## What you should do
All that is wanted is the exact lines from the first line of the data below through the line with "Transcribe the names", both ends included, with pictures omitted.

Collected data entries
━━━━━━━━

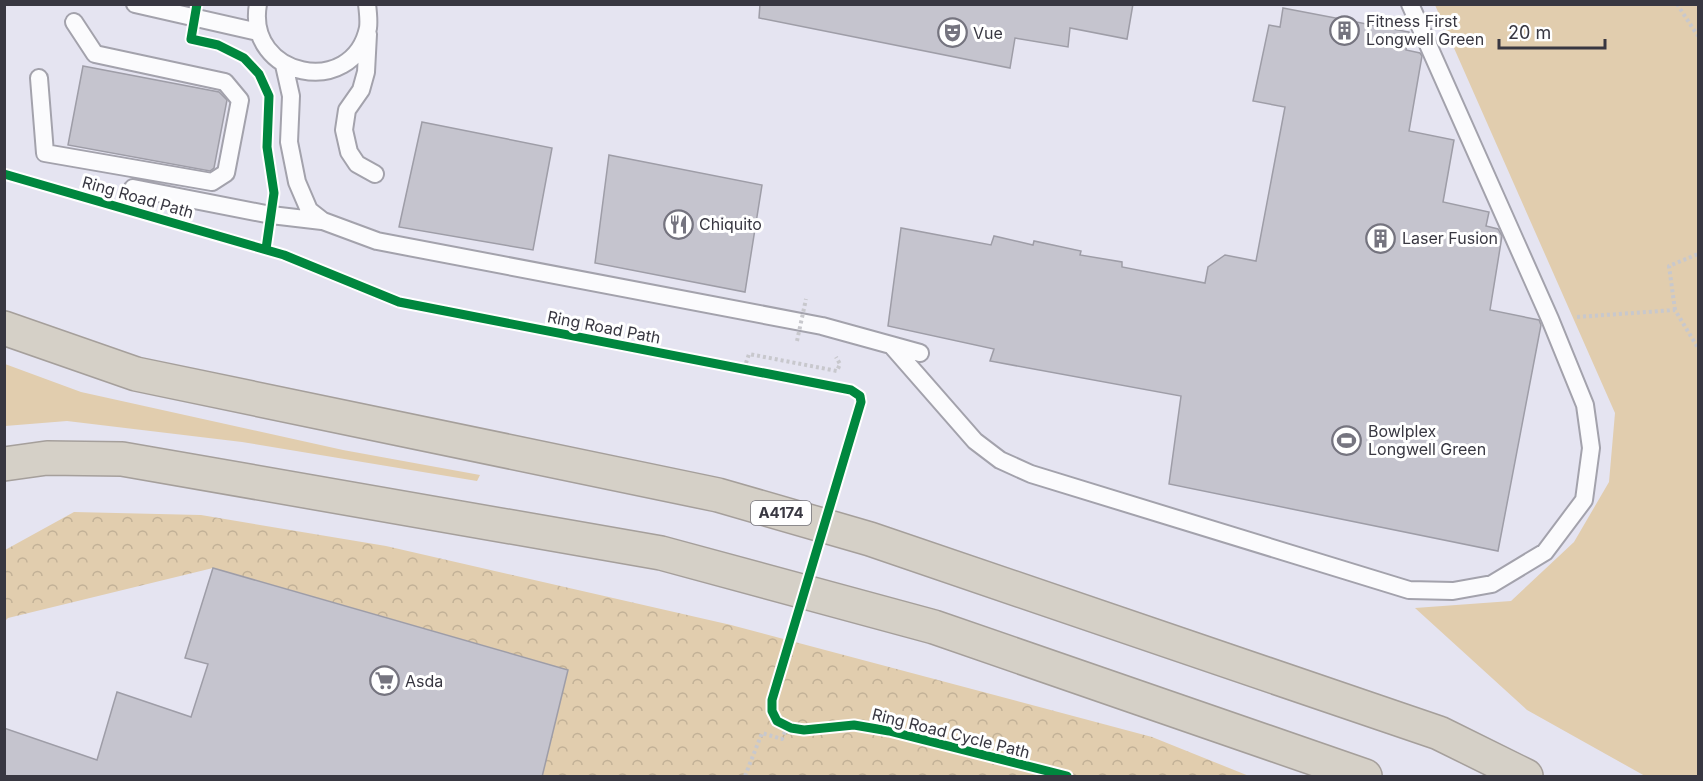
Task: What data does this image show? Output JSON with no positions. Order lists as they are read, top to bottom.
{
  "streets": {
    "highway": ["A4174"],
    "cycle path": ["Ring Road Path"]
  },
  "places": {
    "building": ["Fitness First Longwell Green", "Laser Fusion"],
    "theatre": ["Vue"],
    "restaurant": ["Chiquito"],
    "sports": ["Bowlplex Longwell Green"],
    "supermarket": ["Asda"]
  },
  "scale_bar": "20 m"
}
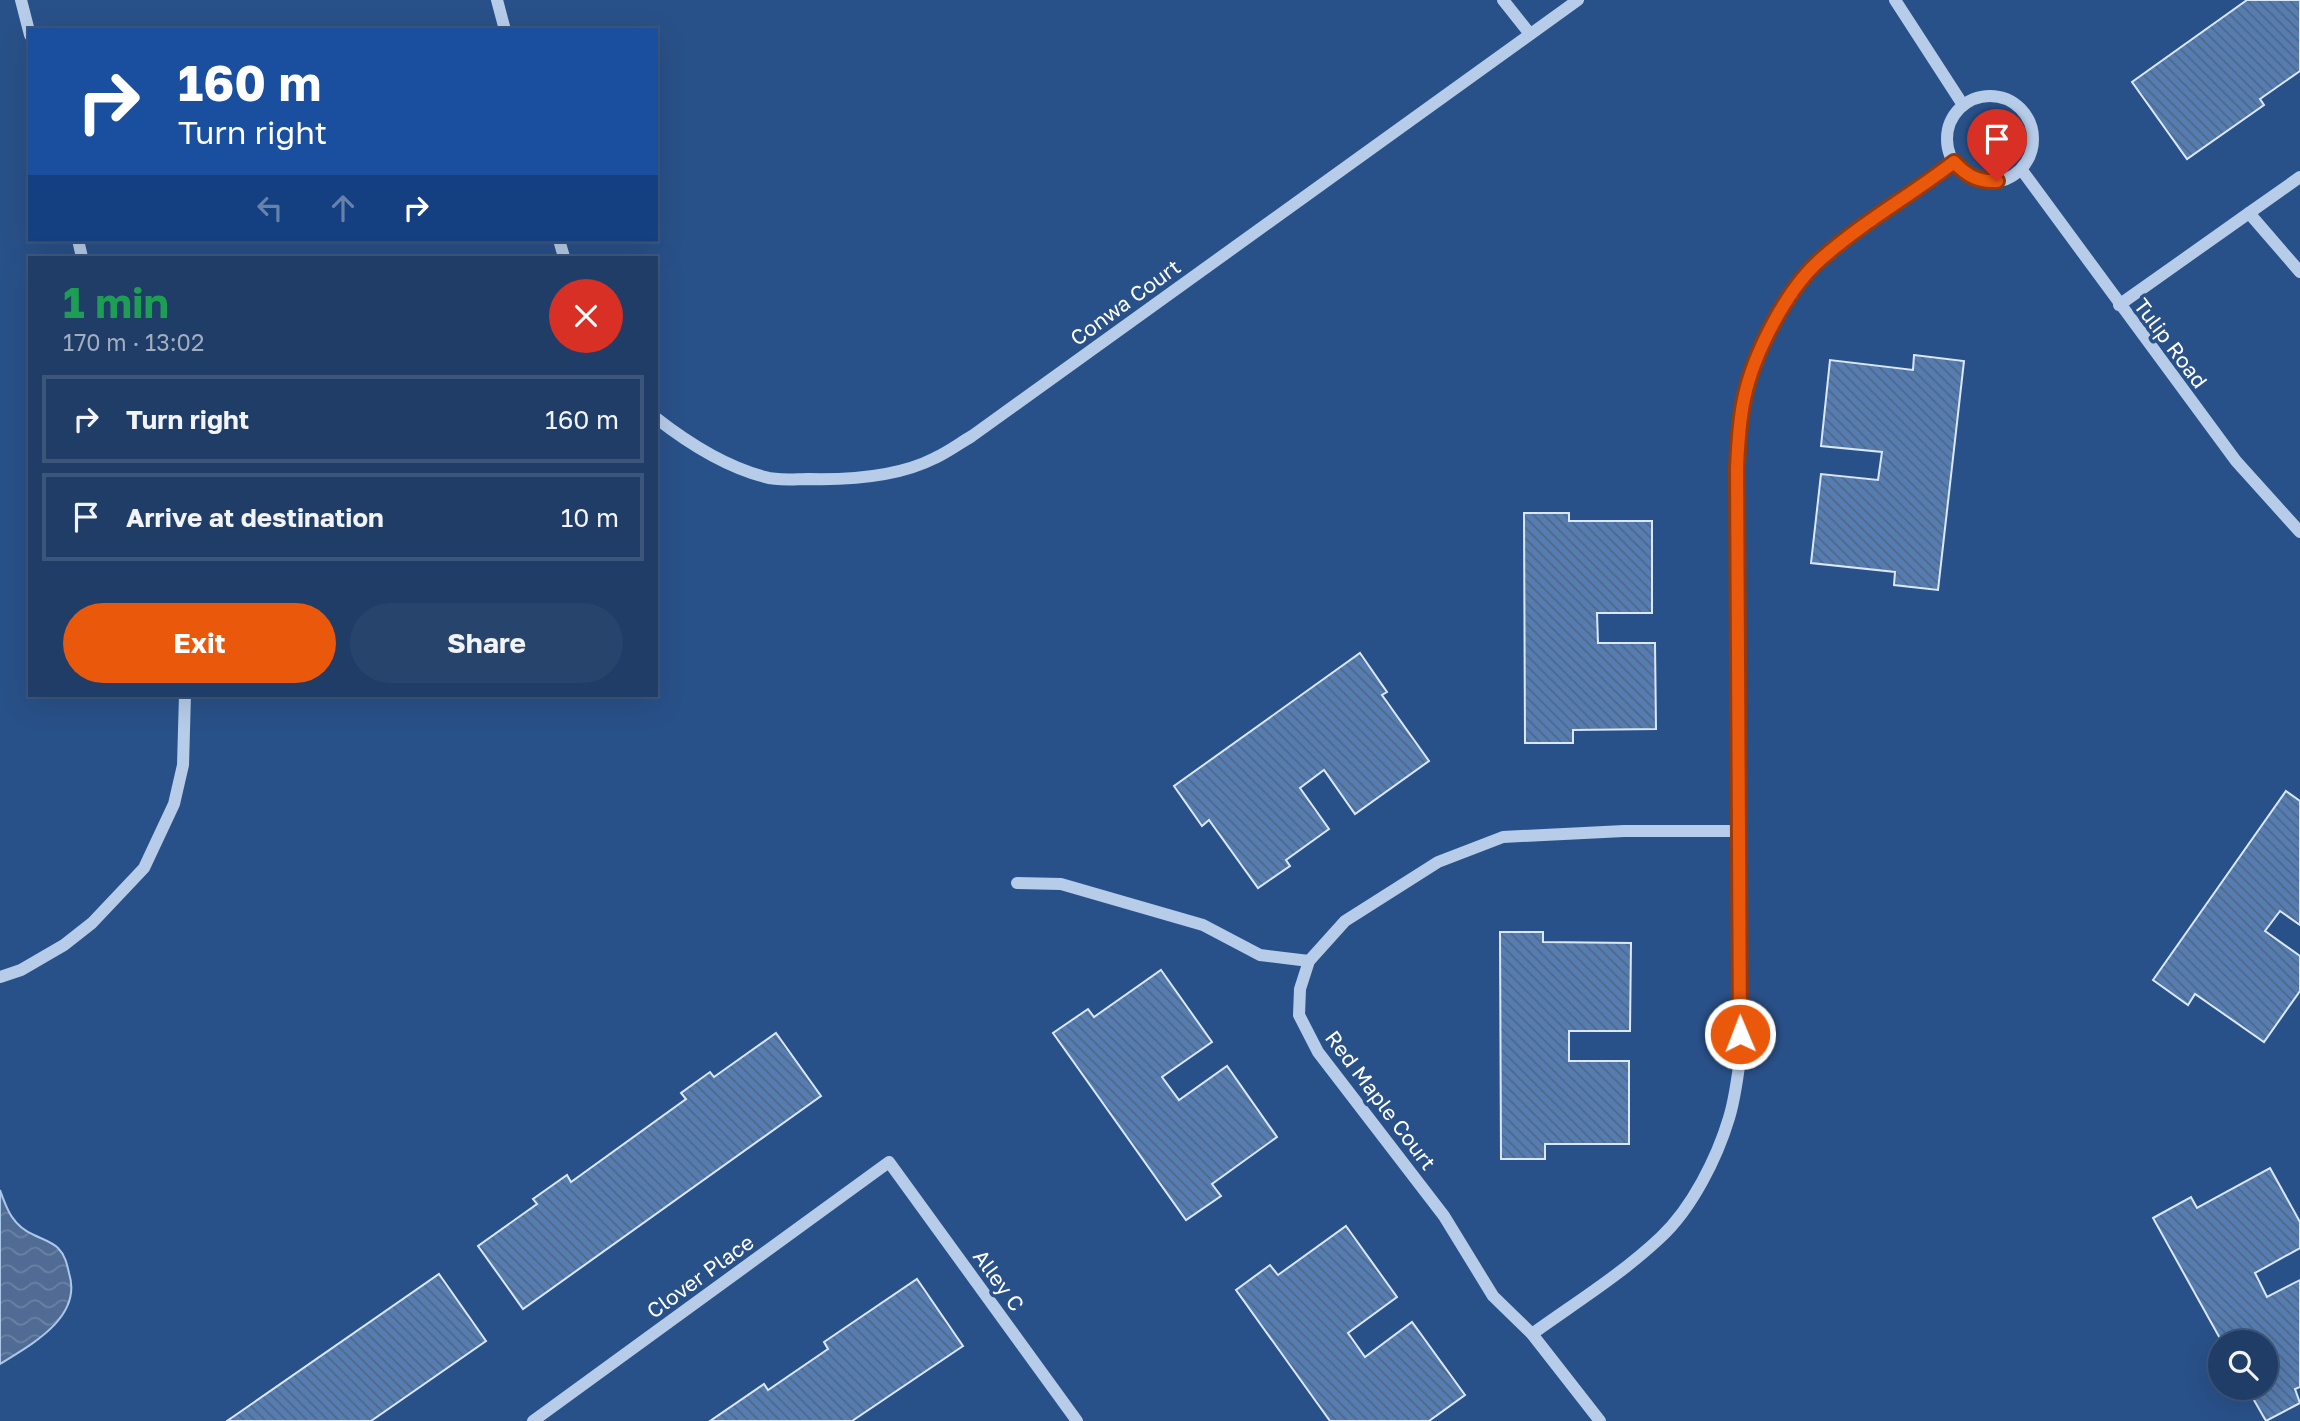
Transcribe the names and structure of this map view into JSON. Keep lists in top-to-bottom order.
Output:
{
  "streets": {
    "street": [
      "Conwa Court",
      "Tulip Road",
      "Red Maple Court",
      "Clover Place",
      "Alley C"
    ]
  },
  "crossings": [
    ["Clover Place", "Alley C"]
  ],
  "page": {
    "turn": ["160 m", "Turn right"],
    "heading": ["1 min", "170 m · 13:02"],
    "list": [
      {
        "name": "Turn right",
        "value": "160 m"
      },
      {
        "name": "Arrive at destination",
        "value": "10 m"
      }
    ],
    "buttons": ["Exit", "Share"]
  }
}
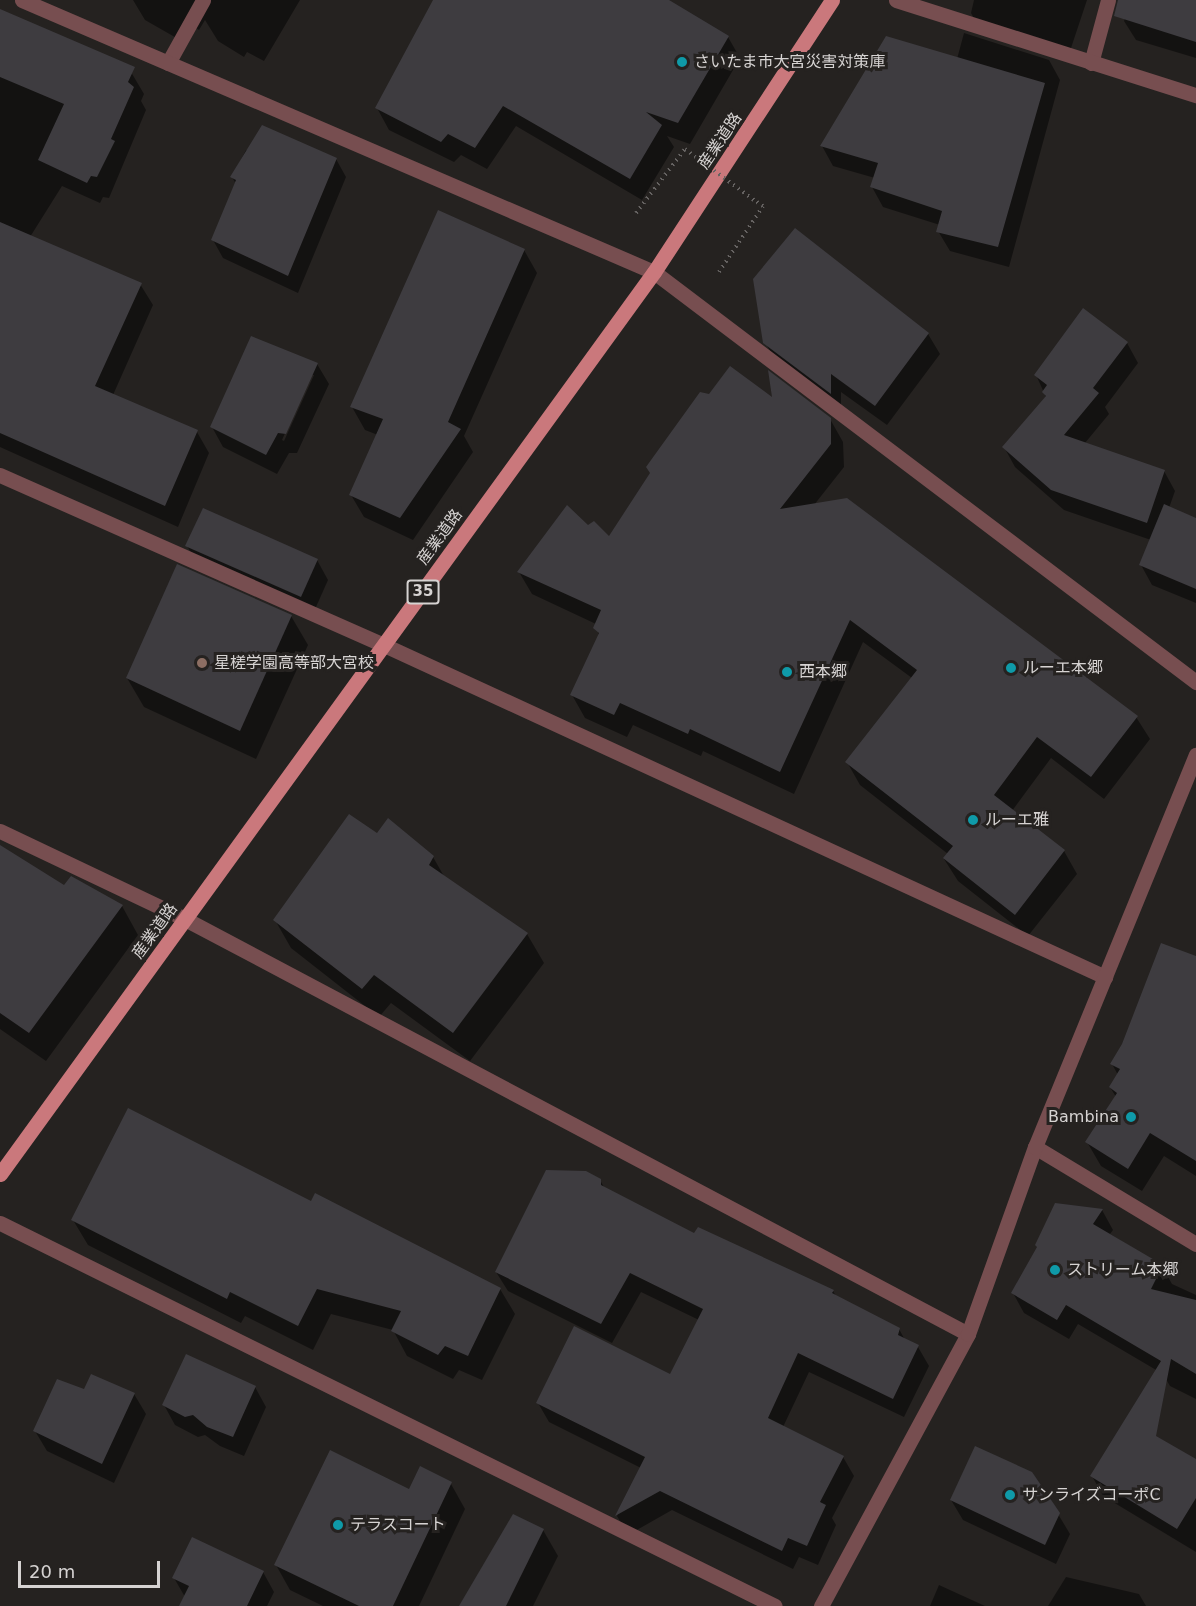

━━━━━━━━

## Task answer
Task: What data does this image show? Output JSON with no positions. Order lists as they are read, top to bottom.
{
  "streets": {
    "highway": ["A4174"],
    "cycle path": ["Ring Road Path"]
  },
  "places": {
    "building": ["Fitness First Longwell Green", "Laser Fusion"],
    "theatre": ["Vue"],
    "restaurant": ["Chiquito"],
    "sports": ["Bowlplex Longwell Green"],
    "supermarket": ["Asda"]
  },
  "scale_bar": "20 m"
}
Transcribe the names and structure of this map view into JSON. Keep lists in top-to-bottom order.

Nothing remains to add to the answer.